Traceback (most recent call last):
  File "/its/home/jk421/Documents/SHD_jax.py", line 71, in <module>
    x_train = jnp.array(x_train, dtype=jnp.uint8)
  File "/its/home/jk421/virtualenv/spyx/lib/python3.9/site-packages/jax/_src/numpy/lax_numpy.py", line 3214, in array
    out_array: Array = lax_internal._convert_element_type(
  File "/its/home/jk421/virtualenv/spyx/lib/python3.9/site-packages/jax/_src/lax/lax.py", line 559, in _convert_element_type
    return convert_element_type_p.bind(operand, new_dtype=new_dtype,
  File "/its/home/jk421/virtualenv/spyx/lib/python3.9/site-packages/jax/_src/core.py", line 416, in bind
    return self.bind_with_trace(find_top_trace(args), args, params)
  File "/its/home/jk421/virtualenv/spyx/lib/python3.9/site-packages/jax/_src/core.py", line 420, in bind_with_trace
    out = trace.process_primitive(self, map(trace.full_raise, args), params)
  File "/its/home/jk421/virtualenv/spyx/lib/python3.9/site-packages/jax/_src/core.py", line 921, in process_primitive
    return primitive.impl(*tracers, **params)
  File "/its/home/jk421/virtualenv/spyx/lib/python3.9/site-packages/jax/_src/dispatch.py", line 87, in apply_primitive
    outs = fun(*args)
RuntimeError: Unable to initialize backend 'cuda': INVALID_ARGUMENT: Mismatched PJRT plugin PJRT API version (0.47) and framework PJRT API version 0.54). (you may need to uninstall the failing plugin package, or set JAX_PLATFORMS=cpu to skip this backend.)
kmheckel commented 1 month ago

When I try installing spyx[loaders], I also get a :

The 'sklearn' PyPI package is deprecated, use 'scikit-learn'
    rather than 'sklearn' for pip commands.

This should be fixed now, as I just pushed a tweak to the setup.py file to require scikit-learn instead of sklearn and also changed the torchvision requirement to be the CPU version. I'll have to release a new version to PyPI once this is sorted.

If you could list the results of pip list | grep jax that would help, seems like jax-cuda12-pjrt may not equal 0.4.26?
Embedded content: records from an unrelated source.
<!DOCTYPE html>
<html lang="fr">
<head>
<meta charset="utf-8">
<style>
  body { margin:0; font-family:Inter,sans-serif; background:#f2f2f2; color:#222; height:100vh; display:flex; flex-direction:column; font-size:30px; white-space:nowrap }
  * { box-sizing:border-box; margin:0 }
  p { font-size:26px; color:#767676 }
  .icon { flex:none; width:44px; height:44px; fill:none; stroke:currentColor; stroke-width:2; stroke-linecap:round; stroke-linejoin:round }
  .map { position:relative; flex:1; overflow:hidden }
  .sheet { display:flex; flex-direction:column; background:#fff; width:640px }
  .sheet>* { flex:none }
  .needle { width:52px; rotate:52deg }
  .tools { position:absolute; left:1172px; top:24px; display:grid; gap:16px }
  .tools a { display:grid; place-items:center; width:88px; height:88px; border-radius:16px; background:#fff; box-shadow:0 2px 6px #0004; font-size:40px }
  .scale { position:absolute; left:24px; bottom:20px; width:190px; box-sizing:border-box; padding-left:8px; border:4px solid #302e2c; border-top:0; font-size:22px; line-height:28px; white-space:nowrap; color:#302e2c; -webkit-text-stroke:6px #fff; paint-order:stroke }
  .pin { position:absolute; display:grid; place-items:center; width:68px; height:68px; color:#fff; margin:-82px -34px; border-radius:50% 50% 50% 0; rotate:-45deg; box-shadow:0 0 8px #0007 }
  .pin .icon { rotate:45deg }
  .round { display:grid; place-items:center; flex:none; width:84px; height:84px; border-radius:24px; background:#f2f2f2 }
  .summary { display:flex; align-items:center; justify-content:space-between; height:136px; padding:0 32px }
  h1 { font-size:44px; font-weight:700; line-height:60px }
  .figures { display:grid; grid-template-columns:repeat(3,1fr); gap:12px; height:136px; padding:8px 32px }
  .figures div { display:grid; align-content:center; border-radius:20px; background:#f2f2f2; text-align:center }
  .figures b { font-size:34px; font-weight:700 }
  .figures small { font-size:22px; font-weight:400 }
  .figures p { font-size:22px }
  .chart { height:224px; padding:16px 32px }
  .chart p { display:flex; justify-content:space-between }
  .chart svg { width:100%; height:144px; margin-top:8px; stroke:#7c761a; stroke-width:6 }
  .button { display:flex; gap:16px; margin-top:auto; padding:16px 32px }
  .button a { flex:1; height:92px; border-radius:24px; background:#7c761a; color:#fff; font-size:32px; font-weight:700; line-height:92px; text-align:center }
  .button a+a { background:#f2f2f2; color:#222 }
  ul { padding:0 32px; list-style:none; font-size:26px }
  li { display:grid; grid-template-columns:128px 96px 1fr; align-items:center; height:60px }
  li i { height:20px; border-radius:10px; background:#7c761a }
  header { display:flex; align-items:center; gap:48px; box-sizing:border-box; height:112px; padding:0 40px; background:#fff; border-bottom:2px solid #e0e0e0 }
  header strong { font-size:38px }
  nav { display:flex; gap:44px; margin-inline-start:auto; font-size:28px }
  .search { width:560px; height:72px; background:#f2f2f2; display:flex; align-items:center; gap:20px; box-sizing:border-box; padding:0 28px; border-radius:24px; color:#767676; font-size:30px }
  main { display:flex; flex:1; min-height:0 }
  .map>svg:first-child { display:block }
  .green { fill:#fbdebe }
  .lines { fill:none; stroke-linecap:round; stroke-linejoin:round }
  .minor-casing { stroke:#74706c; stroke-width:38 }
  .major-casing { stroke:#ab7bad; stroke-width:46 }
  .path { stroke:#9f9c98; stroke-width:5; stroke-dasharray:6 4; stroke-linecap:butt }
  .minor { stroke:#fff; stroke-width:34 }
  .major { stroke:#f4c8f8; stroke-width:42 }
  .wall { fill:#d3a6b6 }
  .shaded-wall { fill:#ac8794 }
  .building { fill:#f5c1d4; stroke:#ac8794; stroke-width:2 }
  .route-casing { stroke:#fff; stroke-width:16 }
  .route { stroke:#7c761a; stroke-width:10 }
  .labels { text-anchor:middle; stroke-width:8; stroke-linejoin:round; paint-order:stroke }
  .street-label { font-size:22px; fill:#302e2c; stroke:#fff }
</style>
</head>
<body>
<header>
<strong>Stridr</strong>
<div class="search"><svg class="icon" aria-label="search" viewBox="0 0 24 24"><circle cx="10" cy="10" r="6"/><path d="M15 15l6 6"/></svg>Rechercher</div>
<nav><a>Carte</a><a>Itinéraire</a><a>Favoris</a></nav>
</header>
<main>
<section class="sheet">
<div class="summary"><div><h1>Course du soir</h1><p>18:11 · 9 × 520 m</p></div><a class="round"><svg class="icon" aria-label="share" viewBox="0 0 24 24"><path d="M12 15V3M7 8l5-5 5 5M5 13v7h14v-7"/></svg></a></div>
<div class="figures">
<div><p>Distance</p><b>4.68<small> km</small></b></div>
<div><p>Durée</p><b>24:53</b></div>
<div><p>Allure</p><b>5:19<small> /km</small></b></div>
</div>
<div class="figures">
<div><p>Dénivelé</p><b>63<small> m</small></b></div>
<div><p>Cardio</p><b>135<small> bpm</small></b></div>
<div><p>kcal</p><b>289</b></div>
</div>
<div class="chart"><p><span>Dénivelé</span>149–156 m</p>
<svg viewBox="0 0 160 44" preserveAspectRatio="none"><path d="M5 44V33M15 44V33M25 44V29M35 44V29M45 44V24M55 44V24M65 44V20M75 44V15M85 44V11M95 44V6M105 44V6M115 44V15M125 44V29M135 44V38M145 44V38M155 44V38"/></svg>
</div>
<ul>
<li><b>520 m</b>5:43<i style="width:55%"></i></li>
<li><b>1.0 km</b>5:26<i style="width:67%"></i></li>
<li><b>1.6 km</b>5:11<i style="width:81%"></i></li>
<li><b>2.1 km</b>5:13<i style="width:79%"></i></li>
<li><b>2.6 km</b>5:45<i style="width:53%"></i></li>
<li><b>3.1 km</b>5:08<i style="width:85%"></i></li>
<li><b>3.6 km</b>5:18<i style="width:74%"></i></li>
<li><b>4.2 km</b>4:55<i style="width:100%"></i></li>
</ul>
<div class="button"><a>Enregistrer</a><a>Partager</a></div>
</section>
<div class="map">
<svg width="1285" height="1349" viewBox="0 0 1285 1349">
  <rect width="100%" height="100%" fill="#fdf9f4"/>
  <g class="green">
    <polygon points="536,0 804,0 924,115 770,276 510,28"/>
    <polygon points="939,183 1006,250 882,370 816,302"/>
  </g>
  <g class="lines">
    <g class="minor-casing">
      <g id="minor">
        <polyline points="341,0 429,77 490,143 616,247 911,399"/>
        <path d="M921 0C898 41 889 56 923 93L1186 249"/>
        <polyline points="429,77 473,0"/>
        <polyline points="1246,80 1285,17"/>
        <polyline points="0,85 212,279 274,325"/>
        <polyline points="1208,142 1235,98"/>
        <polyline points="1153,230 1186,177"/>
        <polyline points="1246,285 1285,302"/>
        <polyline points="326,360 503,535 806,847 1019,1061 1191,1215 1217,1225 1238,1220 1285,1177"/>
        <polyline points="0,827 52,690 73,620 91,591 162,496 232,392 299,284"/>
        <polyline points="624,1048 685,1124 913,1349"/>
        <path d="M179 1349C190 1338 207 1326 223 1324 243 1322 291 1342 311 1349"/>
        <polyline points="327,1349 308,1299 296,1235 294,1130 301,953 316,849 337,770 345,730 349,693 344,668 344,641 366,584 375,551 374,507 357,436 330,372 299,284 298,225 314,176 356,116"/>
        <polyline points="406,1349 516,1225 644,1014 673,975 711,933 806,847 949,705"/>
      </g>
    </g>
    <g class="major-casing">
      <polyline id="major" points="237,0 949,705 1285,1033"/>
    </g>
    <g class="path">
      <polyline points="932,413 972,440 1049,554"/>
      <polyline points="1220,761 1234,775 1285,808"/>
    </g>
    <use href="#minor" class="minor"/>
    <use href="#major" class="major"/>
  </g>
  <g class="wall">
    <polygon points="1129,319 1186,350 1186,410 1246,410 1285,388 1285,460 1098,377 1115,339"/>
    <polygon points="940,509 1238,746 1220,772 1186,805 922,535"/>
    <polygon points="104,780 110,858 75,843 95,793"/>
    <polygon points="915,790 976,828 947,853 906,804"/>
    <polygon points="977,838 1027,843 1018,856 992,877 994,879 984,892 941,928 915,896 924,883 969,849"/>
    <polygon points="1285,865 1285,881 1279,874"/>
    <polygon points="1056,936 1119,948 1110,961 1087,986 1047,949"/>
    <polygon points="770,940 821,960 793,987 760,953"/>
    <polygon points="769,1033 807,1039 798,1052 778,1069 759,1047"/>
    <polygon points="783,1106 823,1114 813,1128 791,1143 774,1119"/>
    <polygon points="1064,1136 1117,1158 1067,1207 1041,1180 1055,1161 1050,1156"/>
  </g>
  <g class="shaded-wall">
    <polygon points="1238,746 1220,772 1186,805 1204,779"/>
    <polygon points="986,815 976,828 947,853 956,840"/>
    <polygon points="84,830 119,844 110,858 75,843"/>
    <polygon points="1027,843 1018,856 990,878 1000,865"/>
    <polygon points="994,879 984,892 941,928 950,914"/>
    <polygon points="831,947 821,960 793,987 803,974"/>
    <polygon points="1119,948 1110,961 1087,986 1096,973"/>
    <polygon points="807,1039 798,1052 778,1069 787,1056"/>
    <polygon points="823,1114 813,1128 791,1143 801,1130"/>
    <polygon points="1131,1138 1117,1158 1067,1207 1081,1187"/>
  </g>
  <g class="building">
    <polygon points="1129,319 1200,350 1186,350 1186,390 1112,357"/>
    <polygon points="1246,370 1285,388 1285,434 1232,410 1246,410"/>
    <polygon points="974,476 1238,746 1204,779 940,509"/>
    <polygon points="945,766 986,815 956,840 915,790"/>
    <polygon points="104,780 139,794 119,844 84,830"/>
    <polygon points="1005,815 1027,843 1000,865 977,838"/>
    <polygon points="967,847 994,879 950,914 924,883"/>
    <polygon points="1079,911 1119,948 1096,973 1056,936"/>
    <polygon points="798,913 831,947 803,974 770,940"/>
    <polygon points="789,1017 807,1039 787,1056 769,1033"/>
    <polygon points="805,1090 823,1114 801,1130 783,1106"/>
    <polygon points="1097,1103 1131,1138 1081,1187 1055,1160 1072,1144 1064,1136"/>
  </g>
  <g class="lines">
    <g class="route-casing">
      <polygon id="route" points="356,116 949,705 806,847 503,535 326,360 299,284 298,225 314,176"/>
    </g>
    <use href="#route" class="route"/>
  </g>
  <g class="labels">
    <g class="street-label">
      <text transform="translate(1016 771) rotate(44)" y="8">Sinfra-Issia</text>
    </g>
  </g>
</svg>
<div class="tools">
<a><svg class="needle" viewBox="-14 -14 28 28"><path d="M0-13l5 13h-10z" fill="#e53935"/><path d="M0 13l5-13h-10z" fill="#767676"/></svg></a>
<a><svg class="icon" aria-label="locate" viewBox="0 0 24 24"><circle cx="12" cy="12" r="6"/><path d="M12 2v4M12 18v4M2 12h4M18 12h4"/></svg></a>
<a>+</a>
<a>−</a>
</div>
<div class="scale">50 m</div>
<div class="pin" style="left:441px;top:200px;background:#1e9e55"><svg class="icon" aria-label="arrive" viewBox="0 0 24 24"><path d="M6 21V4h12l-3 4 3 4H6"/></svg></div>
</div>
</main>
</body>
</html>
the working_12_3.txt file in the main directory of the repo lists the environment I got working when using the nvidia/cuda_12.3.2-devel-ubuntu22.04 docker container on an A4000 on Vast.ai

neworderofjamie commented 1 month ago

Oh yeah, sorry, spyx upgraded "jax>=0.4.27" and jaxlib to a newer version while somehow leaving behind the CUDA12 bit:

jax                      0.4.30    
jax-cuda12-pjrt          0.4.26    
jax-cuda12-plugin        0.4.26    
jaxlib                   0.4.30 

it's working now though - thanks for all your help.

kmheckel commented 1 month ago

Awesome - I'm swamped for the next two weeks so I don't have the bandwidth to run down the LLVM crash issue but glad this works in the meantime. If there's anything else experiments-wise you want to discuss feel free to shoot me an email; I know the Spyx benchmarks need updated across the board.